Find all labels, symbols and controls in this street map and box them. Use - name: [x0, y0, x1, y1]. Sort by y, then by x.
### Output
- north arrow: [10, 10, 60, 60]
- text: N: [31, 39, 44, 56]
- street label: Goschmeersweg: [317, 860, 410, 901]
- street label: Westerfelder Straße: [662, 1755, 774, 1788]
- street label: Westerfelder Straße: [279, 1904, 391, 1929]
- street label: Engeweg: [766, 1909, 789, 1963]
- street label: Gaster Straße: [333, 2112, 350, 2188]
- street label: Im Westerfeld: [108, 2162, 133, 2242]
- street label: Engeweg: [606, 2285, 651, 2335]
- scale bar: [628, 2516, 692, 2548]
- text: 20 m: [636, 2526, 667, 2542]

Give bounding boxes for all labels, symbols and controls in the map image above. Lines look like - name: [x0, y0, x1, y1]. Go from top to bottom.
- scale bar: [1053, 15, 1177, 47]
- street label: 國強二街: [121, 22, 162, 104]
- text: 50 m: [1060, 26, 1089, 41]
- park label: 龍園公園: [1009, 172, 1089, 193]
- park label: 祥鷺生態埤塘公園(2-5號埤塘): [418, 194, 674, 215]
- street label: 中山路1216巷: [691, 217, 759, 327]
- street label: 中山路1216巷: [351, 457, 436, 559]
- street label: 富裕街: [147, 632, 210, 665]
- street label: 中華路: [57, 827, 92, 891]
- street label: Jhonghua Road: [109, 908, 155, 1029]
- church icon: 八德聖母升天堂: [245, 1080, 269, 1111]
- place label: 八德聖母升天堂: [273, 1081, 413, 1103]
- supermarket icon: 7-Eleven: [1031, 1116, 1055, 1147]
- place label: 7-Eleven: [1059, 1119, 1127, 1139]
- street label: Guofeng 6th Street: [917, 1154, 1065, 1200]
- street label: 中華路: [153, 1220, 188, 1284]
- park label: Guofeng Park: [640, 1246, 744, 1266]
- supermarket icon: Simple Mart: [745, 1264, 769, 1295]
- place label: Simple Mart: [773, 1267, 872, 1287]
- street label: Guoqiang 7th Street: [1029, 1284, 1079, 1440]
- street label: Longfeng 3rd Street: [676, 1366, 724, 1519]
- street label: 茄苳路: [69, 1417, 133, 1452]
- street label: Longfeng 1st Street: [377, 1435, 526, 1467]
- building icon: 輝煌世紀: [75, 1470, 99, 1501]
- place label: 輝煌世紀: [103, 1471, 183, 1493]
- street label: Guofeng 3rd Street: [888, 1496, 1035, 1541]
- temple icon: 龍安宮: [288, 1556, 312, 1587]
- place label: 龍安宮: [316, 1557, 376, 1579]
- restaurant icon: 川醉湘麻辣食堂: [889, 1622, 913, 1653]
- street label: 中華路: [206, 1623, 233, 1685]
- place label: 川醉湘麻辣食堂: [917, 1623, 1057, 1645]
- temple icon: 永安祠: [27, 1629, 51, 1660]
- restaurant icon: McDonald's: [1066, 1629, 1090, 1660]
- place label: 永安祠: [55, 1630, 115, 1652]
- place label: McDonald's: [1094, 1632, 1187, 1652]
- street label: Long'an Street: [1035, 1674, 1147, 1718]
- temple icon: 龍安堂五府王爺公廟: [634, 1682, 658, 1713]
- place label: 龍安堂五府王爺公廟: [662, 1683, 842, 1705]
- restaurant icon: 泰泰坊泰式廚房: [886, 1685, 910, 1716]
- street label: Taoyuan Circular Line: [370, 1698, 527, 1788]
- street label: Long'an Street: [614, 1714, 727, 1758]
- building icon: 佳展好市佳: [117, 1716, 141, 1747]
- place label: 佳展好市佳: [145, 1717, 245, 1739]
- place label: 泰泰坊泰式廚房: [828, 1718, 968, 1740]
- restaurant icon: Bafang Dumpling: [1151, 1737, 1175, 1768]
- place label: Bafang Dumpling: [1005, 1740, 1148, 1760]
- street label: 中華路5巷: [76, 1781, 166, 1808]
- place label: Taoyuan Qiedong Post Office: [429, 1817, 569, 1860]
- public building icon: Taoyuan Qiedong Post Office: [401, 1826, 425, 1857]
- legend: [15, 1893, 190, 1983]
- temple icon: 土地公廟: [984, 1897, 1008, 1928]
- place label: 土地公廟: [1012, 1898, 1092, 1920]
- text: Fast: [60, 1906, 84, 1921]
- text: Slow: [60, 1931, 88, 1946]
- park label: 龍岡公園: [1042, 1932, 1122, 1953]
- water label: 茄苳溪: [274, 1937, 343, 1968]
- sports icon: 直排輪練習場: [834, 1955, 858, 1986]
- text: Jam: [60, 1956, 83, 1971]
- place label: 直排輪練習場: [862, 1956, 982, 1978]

════════════════

#### Assigned task
Copy the entire listing exactly. Do not skip a line.

#### Task result
Find all labels, symbols and controls in this street map and box them. Use - name: [x0, y0, x1, y1]. Sort by y, then by x.
### Output
- north arrow: [10, 10, 60, 60]
- text: N: [31, 39, 44, 56]
- street label: Goschmeersweg: [317, 860, 410, 901]
- street label: Westerfelder Straße: [662, 1755, 774, 1788]
- street label: Westerfelder Straße: [279, 1904, 391, 1929]
- street label: Engeweg: [766, 1909, 789, 1963]
- street label: Gaster Straße: [333, 2112, 350, 2188]
- street label: Im Westerfeld: [108, 2162, 133, 2242]
- street label: Engeweg: [606, 2285, 651, 2335]
- scale bar: [628, 2516, 692, 2548]
- text: 20 m: [636, 2526, 667, 2542]

Give bounding boxes for all labels, symbols and controls in the map image above. Lines look like - name: [x0, y0, x1, y1]. Go from top to bottom.
- scale bar: [1053, 15, 1177, 47]
- street label: 國強二街: [121, 22, 162, 104]
- text: 50 m: [1060, 26, 1089, 41]
- park label: 龍園公園: [1009, 172, 1089, 193]
- park label: 祥鷺生態埤塘公園(2-5號埤塘): [418, 194, 674, 215]
- street label: 中山路1216巷: [691, 217, 759, 327]
- street label: 中山路1216巷: [351, 457, 436, 559]
- street label: 富裕街: [147, 632, 210, 665]
- street label: 中華路: [57, 827, 92, 891]
- street label: Jhonghua Road: [109, 908, 155, 1029]
- church icon: 八德聖母升天堂: [245, 1080, 269, 1111]
- place label: 八德聖母升天堂: [273, 1081, 413, 1103]
- supermarket icon: 7-Eleven: [1031, 1116, 1055, 1147]
- place label: 7-Eleven: [1059, 1119, 1127, 1139]
- street label: Guofeng 6th Street: [917, 1154, 1065, 1200]
- street label: 中華路: [153, 1220, 188, 1284]
- park label: Guofeng Park: [640, 1246, 744, 1266]
- supermarket icon: Simple Mart: [745, 1264, 769, 1295]
- place label: Simple Mart: [773, 1267, 872, 1287]
- street label: Guoqiang 7th Street: [1029, 1284, 1079, 1440]
- street label: Longfeng 3rd Street: [676, 1366, 724, 1519]
- street label: 茄苳路: [69, 1417, 133, 1452]
- street label: Longfeng 1st Street: [377, 1435, 526, 1467]
- building icon: 輝煌世紀: [75, 1470, 99, 1501]
- place label: 輝煌世紀: [103, 1471, 183, 1493]
- street label: Guofeng 3rd Street: [888, 1496, 1035, 1541]
- temple icon: 龍安宮: [288, 1556, 312, 1587]
- place label: 龍安宮: [316, 1557, 376, 1579]
- restaurant icon: 川醉湘麻辣食堂: [889, 1622, 913, 1653]
- street label: 中華路: [206, 1623, 233, 1685]
- place label: 川醉湘麻辣食堂: [917, 1623, 1057, 1645]
- temple icon: 永安祠: [27, 1629, 51, 1660]
- restaurant icon: McDonald's: [1066, 1629, 1090, 1660]
- place label: 永安祠: [55, 1630, 115, 1652]
- place label: McDonald's: [1094, 1632, 1187, 1652]
- street label: Long'an Street: [1035, 1674, 1147, 1718]
- temple icon: 龍安堂五府王爺公廟: [634, 1682, 658, 1713]
- place label: 龍安堂五府王爺公廟: [662, 1683, 842, 1705]
- restaurant icon: 泰泰坊泰式廚房: [886, 1685, 910, 1716]
- street label: Taoyuan Circular Line: [370, 1698, 527, 1788]
- street label: Long'an Street: [614, 1714, 727, 1758]
- building icon: 佳展好市佳: [117, 1716, 141, 1747]
- place label: 佳展好市佳: [145, 1717, 245, 1739]
- place label: 泰泰坊泰式廚房: [828, 1718, 968, 1740]
- restaurant icon: Bafang Dumpling: [1151, 1737, 1175, 1768]
- place label: Bafang Dumpling: [1005, 1740, 1148, 1760]
- street label: 中華路5巷: [76, 1781, 166, 1808]
- place label: Taoyuan Qiedong Post Office: [429, 1817, 569, 1860]
- public building icon: Taoyuan Qiedong Post Office: [401, 1826, 425, 1857]
- legend: [15, 1893, 190, 1983]
- temple icon: 土地公廟: [984, 1897, 1008, 1928]
- place label: 土地公廟: [1012, 1898, 1092, 1920]
- text: Fast: [60, 1906, 84, 1921]
- text: Slow: [60, 1931, 88, 1946]
- park label: 龍岡公園: [1042, 1932, 1122, 1953]
- water label: 茄苳溪: [274, 1937, 343, 1968]
- sports icon: 直排輪練習場: [834, 1955, 858, 1986]
- text: Jam: [60, 1956, 83, 1971]
- place label: 直排輪練習場: [862, 1956, 982, 1978]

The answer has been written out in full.